Throughout most of the twentieth century, as the US progressively expanded its power relative to every other state, it treated multilateral institutes with deliberate constraints. At various moments in the late twentieth century when the US saw little use for the UN, it faced precarious moments. Today the survival of the UN may not be in doubt, but its existence is in a crippled state. Regardless of our wishful thinking of a world of cooperation and creation of a body of global governance, multilateralism, as defined by Ruggie, requires that states sacrifice substantial levels of flexibility in decision making and resist short-term temptations in favor of long-term benefits.
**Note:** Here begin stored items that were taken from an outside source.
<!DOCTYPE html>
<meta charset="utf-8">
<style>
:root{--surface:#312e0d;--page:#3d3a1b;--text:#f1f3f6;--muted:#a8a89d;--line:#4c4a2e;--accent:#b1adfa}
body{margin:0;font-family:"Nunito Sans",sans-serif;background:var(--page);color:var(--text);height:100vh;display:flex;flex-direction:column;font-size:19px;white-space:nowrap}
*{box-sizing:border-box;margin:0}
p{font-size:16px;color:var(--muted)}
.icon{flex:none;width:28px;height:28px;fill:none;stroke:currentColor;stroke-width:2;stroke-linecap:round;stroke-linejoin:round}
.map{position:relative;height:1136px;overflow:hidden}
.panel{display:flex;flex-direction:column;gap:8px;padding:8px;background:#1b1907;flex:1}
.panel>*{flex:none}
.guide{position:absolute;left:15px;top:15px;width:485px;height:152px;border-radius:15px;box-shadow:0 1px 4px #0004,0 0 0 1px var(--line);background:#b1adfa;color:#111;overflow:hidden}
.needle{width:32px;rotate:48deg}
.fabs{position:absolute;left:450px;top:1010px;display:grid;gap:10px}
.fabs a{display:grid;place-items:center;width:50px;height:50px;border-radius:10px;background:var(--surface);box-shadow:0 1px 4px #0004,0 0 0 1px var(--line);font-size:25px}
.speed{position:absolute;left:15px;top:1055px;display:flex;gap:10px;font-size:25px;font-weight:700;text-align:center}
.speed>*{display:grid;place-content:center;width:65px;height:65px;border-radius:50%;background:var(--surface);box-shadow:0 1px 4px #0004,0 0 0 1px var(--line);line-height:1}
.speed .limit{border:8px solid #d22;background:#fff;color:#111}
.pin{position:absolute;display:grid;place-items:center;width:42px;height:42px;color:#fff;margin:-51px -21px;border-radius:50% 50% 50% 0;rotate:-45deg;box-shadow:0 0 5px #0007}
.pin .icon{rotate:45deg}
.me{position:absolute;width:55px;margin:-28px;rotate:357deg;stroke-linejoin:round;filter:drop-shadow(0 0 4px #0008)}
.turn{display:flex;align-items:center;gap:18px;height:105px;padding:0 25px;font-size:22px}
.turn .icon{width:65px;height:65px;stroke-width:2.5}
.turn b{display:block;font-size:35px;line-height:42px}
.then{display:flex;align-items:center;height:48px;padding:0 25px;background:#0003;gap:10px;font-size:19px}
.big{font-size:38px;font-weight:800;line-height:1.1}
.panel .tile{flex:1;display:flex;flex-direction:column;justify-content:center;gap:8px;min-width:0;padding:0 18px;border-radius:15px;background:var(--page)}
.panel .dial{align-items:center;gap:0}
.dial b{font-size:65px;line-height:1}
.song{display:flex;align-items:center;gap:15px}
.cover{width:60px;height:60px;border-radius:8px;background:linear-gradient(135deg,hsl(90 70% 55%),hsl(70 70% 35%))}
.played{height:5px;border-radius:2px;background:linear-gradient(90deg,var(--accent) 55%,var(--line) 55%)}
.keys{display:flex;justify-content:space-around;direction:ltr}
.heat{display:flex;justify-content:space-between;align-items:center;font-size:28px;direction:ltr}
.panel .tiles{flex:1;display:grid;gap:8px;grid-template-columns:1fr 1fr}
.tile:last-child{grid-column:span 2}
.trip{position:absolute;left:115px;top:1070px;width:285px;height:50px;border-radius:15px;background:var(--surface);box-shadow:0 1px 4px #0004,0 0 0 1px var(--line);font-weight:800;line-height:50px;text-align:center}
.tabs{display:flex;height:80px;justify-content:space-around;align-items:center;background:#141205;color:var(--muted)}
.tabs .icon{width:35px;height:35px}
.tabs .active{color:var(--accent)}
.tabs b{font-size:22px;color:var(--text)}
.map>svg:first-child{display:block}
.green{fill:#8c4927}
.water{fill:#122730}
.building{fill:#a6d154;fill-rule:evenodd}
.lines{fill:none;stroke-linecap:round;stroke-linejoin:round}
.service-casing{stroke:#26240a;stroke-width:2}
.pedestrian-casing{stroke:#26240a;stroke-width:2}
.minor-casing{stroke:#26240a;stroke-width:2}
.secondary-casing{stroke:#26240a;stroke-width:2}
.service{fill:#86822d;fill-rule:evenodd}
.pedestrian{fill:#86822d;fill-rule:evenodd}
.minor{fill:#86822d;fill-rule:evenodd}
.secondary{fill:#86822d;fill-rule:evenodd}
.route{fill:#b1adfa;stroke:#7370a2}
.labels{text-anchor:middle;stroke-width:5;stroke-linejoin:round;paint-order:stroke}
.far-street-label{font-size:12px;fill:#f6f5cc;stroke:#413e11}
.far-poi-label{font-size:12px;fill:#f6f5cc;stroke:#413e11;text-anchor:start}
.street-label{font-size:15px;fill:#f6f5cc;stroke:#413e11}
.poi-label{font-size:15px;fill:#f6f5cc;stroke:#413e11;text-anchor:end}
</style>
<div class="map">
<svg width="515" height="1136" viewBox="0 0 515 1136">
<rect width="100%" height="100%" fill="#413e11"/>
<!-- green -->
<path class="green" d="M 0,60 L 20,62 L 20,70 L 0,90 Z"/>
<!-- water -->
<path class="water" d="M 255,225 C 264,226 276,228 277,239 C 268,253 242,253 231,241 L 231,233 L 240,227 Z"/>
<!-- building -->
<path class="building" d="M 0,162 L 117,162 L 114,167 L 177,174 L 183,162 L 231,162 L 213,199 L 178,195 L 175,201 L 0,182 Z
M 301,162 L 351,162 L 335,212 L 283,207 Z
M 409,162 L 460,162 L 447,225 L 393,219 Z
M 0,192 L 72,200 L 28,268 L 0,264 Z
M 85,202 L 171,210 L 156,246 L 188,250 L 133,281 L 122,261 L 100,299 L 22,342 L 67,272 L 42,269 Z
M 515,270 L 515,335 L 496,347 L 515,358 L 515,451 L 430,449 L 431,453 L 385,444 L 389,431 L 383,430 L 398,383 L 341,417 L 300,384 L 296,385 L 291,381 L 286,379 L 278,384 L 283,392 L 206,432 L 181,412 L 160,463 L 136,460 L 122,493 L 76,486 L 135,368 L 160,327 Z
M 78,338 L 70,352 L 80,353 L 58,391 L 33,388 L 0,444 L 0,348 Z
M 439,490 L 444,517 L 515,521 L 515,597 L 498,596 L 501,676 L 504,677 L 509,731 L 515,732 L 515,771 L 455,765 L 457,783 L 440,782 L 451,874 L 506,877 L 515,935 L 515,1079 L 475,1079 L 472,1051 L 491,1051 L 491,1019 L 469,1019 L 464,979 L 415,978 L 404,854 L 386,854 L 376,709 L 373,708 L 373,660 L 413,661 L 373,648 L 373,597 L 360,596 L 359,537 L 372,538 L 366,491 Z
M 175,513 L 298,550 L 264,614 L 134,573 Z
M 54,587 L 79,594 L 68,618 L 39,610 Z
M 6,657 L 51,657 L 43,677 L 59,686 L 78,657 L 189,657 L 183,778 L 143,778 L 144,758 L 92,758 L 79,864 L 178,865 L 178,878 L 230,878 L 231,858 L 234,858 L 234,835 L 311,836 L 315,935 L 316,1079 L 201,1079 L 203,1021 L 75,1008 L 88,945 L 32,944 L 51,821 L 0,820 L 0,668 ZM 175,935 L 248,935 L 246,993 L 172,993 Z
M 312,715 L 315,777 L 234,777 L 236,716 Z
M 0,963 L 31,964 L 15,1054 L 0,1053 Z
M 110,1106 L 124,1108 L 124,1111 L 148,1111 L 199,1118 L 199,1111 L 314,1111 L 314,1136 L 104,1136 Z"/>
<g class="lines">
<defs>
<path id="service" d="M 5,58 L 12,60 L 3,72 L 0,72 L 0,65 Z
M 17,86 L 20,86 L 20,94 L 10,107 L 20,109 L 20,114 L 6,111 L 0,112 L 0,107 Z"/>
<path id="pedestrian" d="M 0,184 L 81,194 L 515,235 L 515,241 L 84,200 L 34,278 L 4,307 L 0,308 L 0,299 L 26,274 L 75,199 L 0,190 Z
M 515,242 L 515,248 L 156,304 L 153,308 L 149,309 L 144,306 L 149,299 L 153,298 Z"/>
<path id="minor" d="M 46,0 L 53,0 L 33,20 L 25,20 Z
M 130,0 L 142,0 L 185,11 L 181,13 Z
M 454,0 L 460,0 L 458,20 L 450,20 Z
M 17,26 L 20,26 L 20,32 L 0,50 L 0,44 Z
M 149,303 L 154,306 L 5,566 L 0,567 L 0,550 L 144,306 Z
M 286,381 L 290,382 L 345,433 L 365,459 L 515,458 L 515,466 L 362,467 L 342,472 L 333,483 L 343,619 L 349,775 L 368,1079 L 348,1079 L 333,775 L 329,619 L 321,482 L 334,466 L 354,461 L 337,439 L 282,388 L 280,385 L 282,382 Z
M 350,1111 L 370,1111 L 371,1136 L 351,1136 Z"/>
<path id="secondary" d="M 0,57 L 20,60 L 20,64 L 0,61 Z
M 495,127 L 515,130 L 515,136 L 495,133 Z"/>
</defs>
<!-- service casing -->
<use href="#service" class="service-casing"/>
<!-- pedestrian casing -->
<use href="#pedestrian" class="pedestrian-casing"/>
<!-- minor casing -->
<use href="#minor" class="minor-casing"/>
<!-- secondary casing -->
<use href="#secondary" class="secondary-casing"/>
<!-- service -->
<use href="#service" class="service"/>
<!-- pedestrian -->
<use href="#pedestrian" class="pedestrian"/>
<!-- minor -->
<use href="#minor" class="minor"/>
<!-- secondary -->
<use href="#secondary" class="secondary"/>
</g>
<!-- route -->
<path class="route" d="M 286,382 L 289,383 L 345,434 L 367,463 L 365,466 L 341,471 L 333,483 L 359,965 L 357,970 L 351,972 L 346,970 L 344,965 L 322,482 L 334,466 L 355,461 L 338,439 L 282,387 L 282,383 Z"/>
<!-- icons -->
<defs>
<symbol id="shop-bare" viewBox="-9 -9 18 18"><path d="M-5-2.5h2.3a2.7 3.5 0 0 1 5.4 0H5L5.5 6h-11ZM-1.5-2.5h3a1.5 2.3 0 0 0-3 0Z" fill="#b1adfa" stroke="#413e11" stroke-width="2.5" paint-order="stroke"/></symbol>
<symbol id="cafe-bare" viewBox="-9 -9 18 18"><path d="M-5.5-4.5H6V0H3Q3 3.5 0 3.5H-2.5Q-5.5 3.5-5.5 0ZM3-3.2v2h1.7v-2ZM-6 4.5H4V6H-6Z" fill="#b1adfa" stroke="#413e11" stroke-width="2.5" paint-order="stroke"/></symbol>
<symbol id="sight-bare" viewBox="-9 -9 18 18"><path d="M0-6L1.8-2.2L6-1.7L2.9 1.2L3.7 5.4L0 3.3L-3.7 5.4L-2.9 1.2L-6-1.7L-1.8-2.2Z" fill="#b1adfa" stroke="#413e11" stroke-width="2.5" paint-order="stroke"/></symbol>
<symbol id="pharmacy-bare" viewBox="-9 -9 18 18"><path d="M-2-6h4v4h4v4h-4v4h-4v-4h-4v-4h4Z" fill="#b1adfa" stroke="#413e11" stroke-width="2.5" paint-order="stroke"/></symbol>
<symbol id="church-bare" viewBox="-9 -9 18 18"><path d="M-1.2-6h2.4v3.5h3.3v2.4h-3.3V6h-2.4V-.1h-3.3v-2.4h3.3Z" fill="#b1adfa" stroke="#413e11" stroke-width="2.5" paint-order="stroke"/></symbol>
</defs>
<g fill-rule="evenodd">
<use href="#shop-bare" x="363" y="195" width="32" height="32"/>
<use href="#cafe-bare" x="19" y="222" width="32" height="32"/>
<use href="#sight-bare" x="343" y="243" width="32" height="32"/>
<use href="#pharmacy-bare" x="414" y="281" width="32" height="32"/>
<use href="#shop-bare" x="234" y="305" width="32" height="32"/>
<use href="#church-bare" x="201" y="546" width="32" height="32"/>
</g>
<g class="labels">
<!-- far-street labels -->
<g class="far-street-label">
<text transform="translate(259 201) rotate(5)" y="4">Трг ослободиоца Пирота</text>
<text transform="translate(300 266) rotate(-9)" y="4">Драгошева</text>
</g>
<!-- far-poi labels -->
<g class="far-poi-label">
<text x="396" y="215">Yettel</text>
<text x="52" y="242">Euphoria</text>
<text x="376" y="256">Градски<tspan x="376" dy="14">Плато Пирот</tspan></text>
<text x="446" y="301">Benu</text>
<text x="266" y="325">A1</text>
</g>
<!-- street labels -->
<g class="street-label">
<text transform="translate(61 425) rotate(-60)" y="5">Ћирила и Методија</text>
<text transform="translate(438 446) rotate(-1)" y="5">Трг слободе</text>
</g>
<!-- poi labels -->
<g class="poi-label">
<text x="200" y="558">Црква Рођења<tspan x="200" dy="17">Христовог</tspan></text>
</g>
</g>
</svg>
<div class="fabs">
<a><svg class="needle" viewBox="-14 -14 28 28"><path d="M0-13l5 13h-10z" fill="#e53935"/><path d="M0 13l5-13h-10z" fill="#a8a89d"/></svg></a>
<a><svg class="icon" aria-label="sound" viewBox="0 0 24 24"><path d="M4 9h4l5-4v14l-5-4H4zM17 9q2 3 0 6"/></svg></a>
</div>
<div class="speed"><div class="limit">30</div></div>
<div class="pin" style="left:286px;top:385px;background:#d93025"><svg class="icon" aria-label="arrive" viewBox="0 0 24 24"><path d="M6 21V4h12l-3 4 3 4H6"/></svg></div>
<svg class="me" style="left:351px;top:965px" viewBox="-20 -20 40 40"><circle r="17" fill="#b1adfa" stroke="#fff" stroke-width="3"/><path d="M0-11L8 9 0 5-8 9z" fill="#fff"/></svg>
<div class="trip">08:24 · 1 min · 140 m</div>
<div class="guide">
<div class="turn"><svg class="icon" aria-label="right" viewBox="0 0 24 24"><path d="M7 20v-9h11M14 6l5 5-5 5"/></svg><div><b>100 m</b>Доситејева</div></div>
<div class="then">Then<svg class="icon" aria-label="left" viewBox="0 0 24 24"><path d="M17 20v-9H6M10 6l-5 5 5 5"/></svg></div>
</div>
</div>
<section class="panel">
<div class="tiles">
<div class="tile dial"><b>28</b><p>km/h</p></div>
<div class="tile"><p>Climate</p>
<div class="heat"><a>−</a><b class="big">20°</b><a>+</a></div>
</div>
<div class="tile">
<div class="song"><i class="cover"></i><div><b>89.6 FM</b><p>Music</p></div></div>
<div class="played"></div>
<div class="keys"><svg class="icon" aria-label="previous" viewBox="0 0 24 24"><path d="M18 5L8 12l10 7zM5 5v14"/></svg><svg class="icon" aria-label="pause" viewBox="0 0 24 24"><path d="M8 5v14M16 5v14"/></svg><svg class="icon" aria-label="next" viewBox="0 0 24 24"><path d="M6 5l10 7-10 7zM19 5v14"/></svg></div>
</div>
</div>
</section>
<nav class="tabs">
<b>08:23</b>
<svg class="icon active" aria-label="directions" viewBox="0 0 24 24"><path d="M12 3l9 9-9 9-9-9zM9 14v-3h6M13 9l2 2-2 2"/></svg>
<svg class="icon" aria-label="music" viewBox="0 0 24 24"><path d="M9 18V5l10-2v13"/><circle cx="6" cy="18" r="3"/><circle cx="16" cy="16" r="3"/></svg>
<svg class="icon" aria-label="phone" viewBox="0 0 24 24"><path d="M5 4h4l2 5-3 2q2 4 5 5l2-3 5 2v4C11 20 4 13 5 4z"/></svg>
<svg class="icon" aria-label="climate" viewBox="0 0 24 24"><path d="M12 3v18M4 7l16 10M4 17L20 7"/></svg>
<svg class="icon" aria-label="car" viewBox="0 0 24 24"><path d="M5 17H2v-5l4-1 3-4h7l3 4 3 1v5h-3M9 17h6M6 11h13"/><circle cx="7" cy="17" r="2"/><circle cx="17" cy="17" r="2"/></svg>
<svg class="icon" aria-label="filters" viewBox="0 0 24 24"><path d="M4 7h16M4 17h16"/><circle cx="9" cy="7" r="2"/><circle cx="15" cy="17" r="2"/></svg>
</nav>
Undermining the UN would make it somewhat easier for the US to pursue unilateral foreign policy and act alone when it feels the need to. It is somewhat unrealistic to expect the US to not prioritize self-interest and conform to pure multilateralism. What’s However as Ian has mentioned, multilateralism and institutionalism are unlikely to totally disappear from US foreign policy. The ambivalent attitude of the US towards the UN reflects the unstable nature of the institutional bargain but the relationship is more enduring than it seems. The UN after all is the epitome of the values and principles the United States of America embodies and envisions for the world. The UN has been a good place for the US to exercise and extend its substantial reservoir of ‘soft power. The UN’s value to the US and the constraints it imposes is a by-product of the organization’s role in cultivating and implementing norms through a discursive process that the US has had a major role in shaping.